Review of wildfire modeling considering effects on land surfaces

Abstract

Wildfires are part of the natural cycle of life in vegetated regions. The apparent increase in size and frequency of recent years reflects land management legacy, expansion of human activity, and changes in climatic conditions. The primary objectives of the review are: (1) to introduce hydrologists, soil scientists and ecologists to principles and advances in modeling of wildfire dynamics and rates of spread to improve understanding of capabilities and limitations offered by modern wildfire models; (2) to highlight persistent omissions of wildfire effects on soil processes and how soil and hydrology communities can harness wildfire models to bridge these gaps and provide the necessary boundary conditions for quantifying thermal alterations of soils. The review aims to enhance cross-disciplinary understanding critical for advancing quantitative representation of wildfire impacts on soil and hydrologic processes and formulating boundary conditions for subsequent hydro-ecological recovery of fire-affected landscapes. The review presents key elements used to represent wildfire characteristics, processes and metrics considered in wildfire science.
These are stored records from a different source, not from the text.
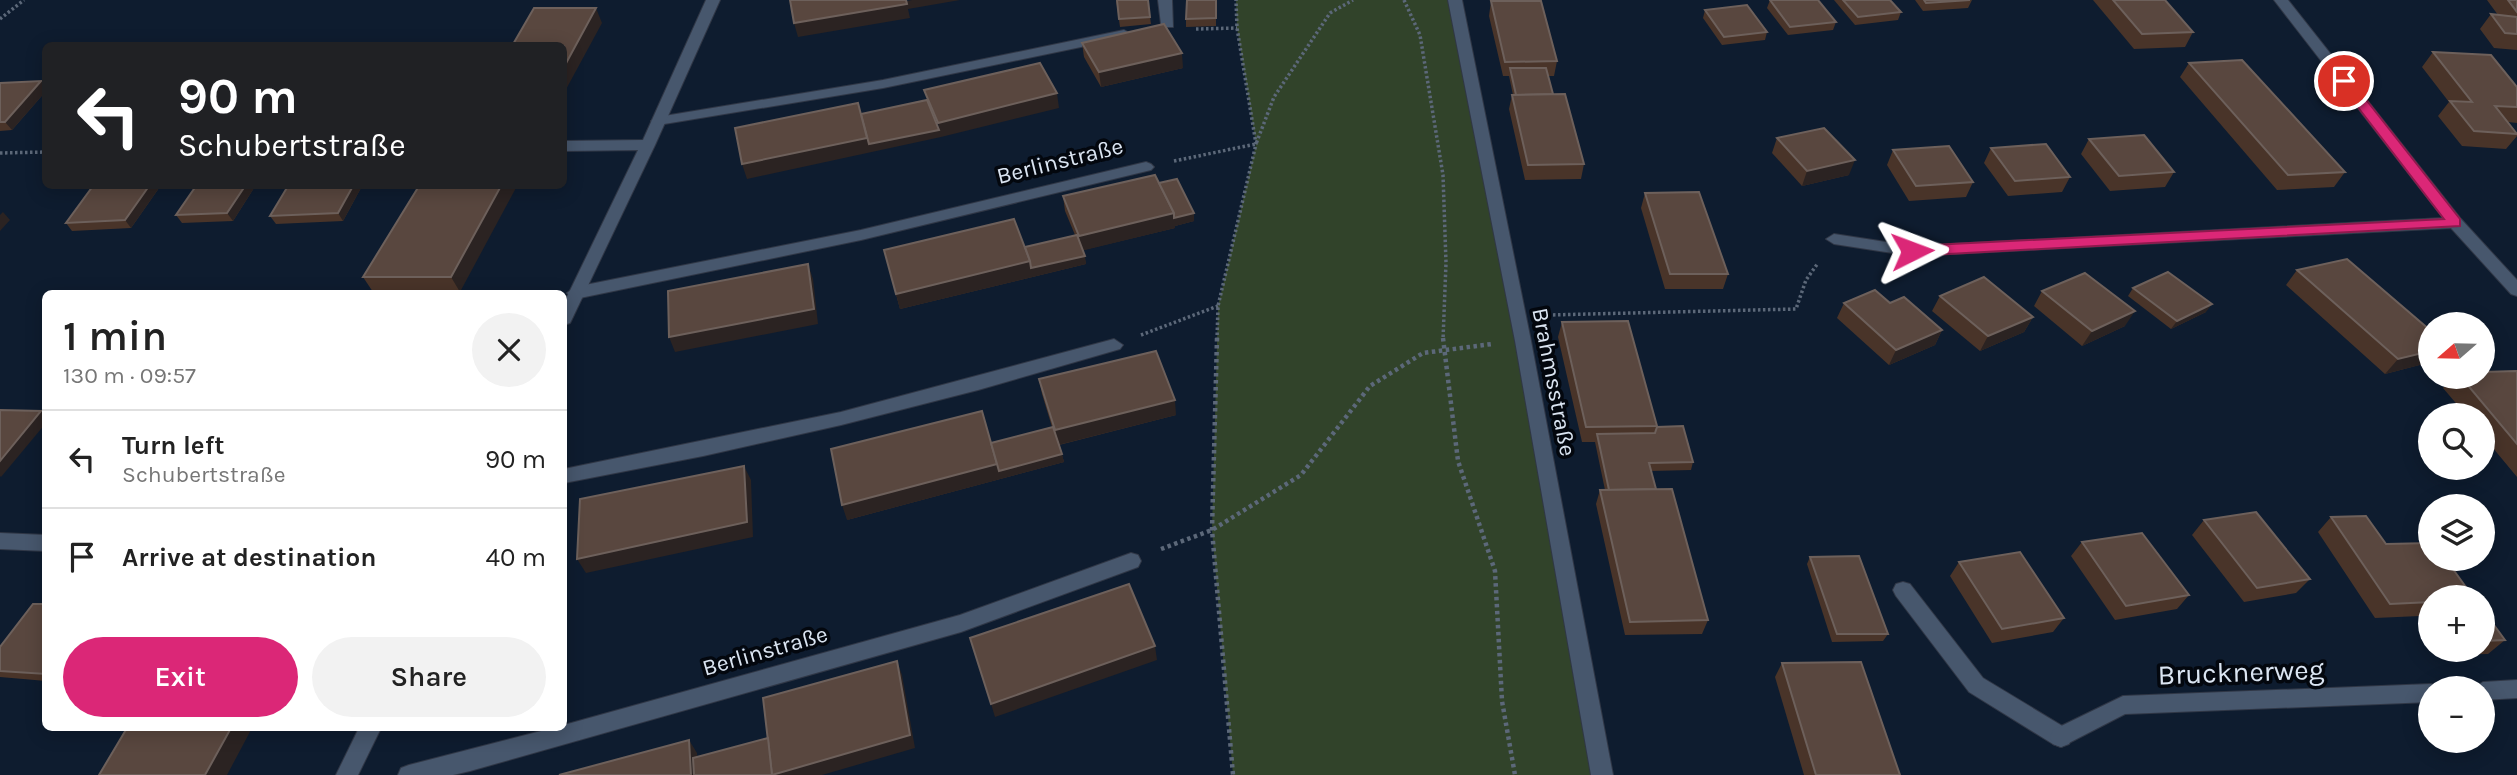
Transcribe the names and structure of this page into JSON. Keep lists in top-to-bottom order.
{
  "streets": {
    "street": ["Berlinstraße", "Brahmsstraße", "Brucknerweg"]
  },
  "north": "left",
  "page": {
    "turn": ["90 m", "Schubertstraße"],
    "heading": ["1 min", "130 m · 09:57"],
    "map_buttons": ["+", "−"],
    "list": [
      {
        "name": "Turn left",
        "note": "Schubertstraße",
        "value": "90 m"
      },
      {
        "name": "Arrive at destination",
        "value": "40 m"
      }
    ],
    "buttons": ["Exit", "Share"]
  }
}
We then provide an overview of wildfire modeling approaches and models used for research and for prescribed burning planning that include wildfire behavior models, semi-physical and mechanistic large eddy simulation models. We highlight key features and assumptions, and common applications of each class of models and their inputs (spatially resolved databases of fuel maps, digital elevation, land cover, and weather). The second section of the review proposes a path towards building a systematic framework for quantifying soil, ecological and hydrological wildfire-induced alterations to parameterize post-fire hydrologic responses and predict landscape recovery rates across seasonal to climatic time scales.